Coronary Artery Calcium Scores — What They Can and Can’t Tell You

  • A calcium score looks for calcified, hardened plaque in the coronary arteries — it tells you about the “plumbing,” not the whole story of a patient’s heart health.

  • A score of zero doesn’t mean you have no plaque; soft plaque is invisible on this test and can still cause blockages.

  • A non-zero score doesn’t mean a heart attack is imminent — age, sex, and the rest of your risk profile matter enormously.

  • When doctors overreact to elevated scores, it can set off a cascade of unnecessary tests and procedures and lead to patient anxiety. As always, context and appropriate communication matter when transmitting information to patients.


Blood Pressure: The Underappreciated Risk Factor

  • Blood pressure is probably the most underappreciated driver of cardiovascular risk — contributing to heart disease, heart failure, kidney failure, and dementia.

  • If someone has an elevated calcium score and imperfect blood pressure, controlling the blood pressure often matters more than starting a statin.

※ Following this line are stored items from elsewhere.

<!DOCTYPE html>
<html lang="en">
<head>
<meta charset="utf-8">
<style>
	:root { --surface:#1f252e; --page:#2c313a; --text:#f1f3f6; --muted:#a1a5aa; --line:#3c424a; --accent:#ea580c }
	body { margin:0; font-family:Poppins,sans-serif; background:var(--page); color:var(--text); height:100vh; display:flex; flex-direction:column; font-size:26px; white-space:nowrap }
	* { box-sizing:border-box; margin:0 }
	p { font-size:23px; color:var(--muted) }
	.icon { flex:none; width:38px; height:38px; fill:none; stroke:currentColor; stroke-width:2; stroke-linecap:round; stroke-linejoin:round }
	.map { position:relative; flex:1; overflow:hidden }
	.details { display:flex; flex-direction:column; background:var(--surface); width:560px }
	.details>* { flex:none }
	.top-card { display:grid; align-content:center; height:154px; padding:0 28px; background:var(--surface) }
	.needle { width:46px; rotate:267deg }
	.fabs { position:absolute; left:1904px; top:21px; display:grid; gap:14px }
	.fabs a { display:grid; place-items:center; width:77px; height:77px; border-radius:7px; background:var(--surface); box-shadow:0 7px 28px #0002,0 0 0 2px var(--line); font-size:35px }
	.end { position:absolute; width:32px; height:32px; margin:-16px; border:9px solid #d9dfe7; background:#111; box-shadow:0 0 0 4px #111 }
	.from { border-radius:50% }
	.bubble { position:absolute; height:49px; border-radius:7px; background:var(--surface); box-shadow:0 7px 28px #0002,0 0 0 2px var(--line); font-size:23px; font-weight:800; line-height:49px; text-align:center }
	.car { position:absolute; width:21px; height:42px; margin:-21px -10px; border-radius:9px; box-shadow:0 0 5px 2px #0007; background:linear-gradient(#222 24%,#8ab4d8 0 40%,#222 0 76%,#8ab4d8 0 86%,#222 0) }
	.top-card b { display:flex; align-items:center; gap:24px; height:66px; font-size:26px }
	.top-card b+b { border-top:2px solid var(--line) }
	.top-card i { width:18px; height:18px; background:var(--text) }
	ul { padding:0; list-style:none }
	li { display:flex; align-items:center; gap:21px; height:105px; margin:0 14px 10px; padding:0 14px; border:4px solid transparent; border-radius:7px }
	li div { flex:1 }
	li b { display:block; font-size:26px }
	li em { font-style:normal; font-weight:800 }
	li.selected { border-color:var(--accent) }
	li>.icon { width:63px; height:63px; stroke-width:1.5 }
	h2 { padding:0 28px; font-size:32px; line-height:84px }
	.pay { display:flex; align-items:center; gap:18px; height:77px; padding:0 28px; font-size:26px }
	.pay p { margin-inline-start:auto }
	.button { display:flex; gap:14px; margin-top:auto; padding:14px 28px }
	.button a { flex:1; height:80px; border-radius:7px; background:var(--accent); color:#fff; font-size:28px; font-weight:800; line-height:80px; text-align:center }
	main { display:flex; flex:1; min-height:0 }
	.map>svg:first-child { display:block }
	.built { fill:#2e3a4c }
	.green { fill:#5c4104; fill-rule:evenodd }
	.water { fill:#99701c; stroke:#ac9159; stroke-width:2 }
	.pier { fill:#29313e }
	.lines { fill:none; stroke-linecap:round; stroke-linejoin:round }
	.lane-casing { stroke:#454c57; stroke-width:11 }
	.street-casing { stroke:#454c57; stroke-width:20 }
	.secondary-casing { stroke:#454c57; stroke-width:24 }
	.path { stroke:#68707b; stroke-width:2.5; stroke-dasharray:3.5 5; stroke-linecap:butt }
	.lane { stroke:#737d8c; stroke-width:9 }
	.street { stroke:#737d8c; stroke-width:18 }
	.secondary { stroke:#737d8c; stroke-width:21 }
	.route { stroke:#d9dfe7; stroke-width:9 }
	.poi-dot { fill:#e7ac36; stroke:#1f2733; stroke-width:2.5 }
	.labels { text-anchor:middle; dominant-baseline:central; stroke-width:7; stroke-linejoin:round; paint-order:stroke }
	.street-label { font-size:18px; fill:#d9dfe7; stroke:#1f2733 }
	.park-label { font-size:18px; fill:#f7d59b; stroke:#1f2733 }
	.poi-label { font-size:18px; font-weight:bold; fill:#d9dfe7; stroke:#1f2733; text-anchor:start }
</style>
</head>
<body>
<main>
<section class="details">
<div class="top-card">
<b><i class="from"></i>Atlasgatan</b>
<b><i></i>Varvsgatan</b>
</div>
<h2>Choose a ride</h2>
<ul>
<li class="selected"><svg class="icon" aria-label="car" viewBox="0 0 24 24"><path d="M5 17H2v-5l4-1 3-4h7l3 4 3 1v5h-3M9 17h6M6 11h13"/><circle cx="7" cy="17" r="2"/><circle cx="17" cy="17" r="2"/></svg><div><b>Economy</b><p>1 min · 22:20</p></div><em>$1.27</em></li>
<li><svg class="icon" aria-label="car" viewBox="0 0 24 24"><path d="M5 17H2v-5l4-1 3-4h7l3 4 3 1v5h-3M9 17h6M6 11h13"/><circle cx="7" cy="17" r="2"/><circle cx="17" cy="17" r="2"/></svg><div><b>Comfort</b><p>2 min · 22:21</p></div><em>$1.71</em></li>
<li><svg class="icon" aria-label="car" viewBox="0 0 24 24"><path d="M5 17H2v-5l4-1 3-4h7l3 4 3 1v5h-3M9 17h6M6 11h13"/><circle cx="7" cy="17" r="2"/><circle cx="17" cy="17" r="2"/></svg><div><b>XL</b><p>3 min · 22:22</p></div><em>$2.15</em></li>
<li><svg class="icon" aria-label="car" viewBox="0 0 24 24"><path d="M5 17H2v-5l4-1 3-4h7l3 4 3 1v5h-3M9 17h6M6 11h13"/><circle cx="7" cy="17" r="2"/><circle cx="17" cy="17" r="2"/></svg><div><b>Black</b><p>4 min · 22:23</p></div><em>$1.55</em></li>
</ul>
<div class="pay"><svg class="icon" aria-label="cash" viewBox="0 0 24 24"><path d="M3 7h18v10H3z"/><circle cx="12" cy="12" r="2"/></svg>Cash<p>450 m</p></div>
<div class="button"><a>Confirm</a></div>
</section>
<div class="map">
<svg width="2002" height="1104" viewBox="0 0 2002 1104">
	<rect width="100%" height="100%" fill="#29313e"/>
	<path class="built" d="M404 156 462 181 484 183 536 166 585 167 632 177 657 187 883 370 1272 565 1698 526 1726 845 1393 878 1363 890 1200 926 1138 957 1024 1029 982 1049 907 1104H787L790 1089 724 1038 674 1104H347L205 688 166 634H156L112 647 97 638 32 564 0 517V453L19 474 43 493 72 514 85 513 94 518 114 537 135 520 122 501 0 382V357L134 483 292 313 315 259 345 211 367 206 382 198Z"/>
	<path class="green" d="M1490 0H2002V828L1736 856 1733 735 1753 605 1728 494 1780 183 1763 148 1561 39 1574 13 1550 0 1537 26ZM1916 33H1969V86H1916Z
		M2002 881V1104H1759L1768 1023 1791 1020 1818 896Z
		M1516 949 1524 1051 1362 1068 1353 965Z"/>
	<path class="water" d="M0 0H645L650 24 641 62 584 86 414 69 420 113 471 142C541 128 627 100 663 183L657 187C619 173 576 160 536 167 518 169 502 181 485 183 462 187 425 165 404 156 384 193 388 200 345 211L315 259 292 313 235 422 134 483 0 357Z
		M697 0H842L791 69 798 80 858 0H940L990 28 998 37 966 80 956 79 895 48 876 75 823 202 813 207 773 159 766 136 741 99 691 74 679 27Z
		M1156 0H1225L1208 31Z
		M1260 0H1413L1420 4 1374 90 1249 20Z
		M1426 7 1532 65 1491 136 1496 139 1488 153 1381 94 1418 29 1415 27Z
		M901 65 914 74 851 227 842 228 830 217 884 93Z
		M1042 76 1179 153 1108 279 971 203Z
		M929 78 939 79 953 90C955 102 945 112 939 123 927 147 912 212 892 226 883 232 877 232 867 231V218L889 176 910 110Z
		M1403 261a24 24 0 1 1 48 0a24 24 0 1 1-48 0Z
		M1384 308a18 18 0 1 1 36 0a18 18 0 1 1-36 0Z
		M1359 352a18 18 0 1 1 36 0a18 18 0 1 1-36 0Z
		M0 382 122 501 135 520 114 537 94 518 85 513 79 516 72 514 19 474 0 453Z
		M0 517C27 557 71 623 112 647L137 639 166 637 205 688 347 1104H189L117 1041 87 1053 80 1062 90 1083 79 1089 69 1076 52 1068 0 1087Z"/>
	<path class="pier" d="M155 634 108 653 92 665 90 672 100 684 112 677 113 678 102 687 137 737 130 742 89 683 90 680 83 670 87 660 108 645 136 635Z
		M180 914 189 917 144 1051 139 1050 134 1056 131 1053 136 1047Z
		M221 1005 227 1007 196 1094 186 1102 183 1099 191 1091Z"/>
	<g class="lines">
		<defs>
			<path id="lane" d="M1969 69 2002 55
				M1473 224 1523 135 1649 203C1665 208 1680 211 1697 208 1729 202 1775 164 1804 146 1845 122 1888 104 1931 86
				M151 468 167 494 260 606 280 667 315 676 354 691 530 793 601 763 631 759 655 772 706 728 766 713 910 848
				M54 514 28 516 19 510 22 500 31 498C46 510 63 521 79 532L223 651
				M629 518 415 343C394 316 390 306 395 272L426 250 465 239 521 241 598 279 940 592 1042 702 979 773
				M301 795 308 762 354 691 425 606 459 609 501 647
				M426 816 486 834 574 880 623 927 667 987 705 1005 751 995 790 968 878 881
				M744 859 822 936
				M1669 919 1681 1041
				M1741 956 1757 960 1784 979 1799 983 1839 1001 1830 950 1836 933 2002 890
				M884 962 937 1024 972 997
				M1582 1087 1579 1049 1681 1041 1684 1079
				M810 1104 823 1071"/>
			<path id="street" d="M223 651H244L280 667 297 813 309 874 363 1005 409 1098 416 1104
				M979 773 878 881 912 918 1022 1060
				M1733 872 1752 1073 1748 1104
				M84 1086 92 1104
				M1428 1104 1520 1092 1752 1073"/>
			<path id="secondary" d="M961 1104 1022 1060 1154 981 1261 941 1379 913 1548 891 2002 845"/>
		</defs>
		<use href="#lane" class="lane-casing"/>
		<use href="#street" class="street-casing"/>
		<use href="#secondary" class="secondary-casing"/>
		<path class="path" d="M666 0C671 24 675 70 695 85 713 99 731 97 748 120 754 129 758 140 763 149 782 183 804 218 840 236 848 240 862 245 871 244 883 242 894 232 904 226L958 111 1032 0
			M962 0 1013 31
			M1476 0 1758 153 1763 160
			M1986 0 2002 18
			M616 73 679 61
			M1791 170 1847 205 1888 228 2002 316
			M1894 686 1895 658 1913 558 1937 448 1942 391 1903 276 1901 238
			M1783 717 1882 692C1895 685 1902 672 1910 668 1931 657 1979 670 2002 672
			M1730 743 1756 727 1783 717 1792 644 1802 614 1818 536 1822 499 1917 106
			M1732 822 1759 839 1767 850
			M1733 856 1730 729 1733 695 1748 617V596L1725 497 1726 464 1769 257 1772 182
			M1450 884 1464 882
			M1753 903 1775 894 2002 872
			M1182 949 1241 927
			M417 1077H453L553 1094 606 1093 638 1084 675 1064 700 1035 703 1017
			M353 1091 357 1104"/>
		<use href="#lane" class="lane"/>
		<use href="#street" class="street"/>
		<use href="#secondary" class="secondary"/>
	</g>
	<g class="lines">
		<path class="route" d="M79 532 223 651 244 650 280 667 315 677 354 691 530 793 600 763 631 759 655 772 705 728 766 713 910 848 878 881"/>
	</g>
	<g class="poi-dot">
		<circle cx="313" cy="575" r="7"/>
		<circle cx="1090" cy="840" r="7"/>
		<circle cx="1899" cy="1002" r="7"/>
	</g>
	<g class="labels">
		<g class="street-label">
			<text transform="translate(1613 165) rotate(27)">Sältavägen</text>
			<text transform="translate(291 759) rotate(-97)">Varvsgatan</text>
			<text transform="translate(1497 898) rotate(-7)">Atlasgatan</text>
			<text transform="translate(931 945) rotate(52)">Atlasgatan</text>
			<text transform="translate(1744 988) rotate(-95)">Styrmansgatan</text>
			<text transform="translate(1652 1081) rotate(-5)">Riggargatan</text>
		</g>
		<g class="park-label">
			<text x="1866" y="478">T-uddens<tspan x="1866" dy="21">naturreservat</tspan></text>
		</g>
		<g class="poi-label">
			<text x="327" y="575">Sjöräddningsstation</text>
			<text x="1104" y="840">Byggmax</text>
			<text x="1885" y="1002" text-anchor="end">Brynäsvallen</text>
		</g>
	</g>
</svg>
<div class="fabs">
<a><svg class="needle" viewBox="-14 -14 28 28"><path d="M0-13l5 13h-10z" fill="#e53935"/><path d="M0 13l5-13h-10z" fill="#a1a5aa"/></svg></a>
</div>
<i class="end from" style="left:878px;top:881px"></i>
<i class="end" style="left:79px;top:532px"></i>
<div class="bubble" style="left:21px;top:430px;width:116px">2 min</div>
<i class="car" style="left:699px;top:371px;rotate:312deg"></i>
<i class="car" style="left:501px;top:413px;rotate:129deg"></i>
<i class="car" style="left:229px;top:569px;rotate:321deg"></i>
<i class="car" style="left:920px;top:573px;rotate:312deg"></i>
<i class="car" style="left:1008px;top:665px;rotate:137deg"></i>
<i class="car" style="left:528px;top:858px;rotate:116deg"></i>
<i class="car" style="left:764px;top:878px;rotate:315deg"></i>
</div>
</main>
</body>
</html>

  • Most heart disease prevention comes down to three things: blood pressure, cholesterol, and metabolic health (Read more on what your blood pressure is telling you here).


Statins — Who Needs Them, and What the Side Effects Actually Mean

  • Statins reduce cardiovascular risk by about 20-25% on average — but if your baseline risk is very low, 20% of near-zero is still near-zero!

  • Side effects are real but manageable: about 8-10% of people get muscle aches that are predictable and reversible when the medication is stopped.

  • Claims that statins cause diabetes are overblown — the blood sugar rise is not inevitable and often is small and predictable.

  • Non-statin options give patients who can’t tolerate statins real alternatives.


Lp(a) — What It Is and What to Do With It

  • Lipoprotein(a) is a genetically driven particle that accelerates plaque formation, promotes inflammation, and makes blood more likely to clot.

  • It is not modifiable by lifestyle, and statins actually raise it slightly — the LDL remains the primary therapeutic target.

  • A very high Lp(a) combined with a strong family history of early heart disease is a red flag that should sharpen clinical decision-making across the board.

  • Drugs to directly lower Lp(a) are in late-stage trials and look promising, but aren’t yet on the market.


Exercise, Diet, and the Case Against Prescriptive Protocols

  • The best exercise is the one you’ll actually do — movement matters more than which movement.

  • Strength training is especially important in midlife to preserve muscle mass, but the barriers are real; YouTube body weight workouts are a legitimate starting point.

  • Most people know what junk food is; the best dietary strategy is the one that fits your actual life — and only a real conversation reveals which approach will stick.

Upshot

The new cholesterol guidelines are a useful framework — not a personal prescription. Whether the question is statins, calcium scores, or Lp(a), the answer almost always depends on who you are, what your family history looks like, and what you’re willing to do. Numbers need context, and good medicine means treating the human behind the chart.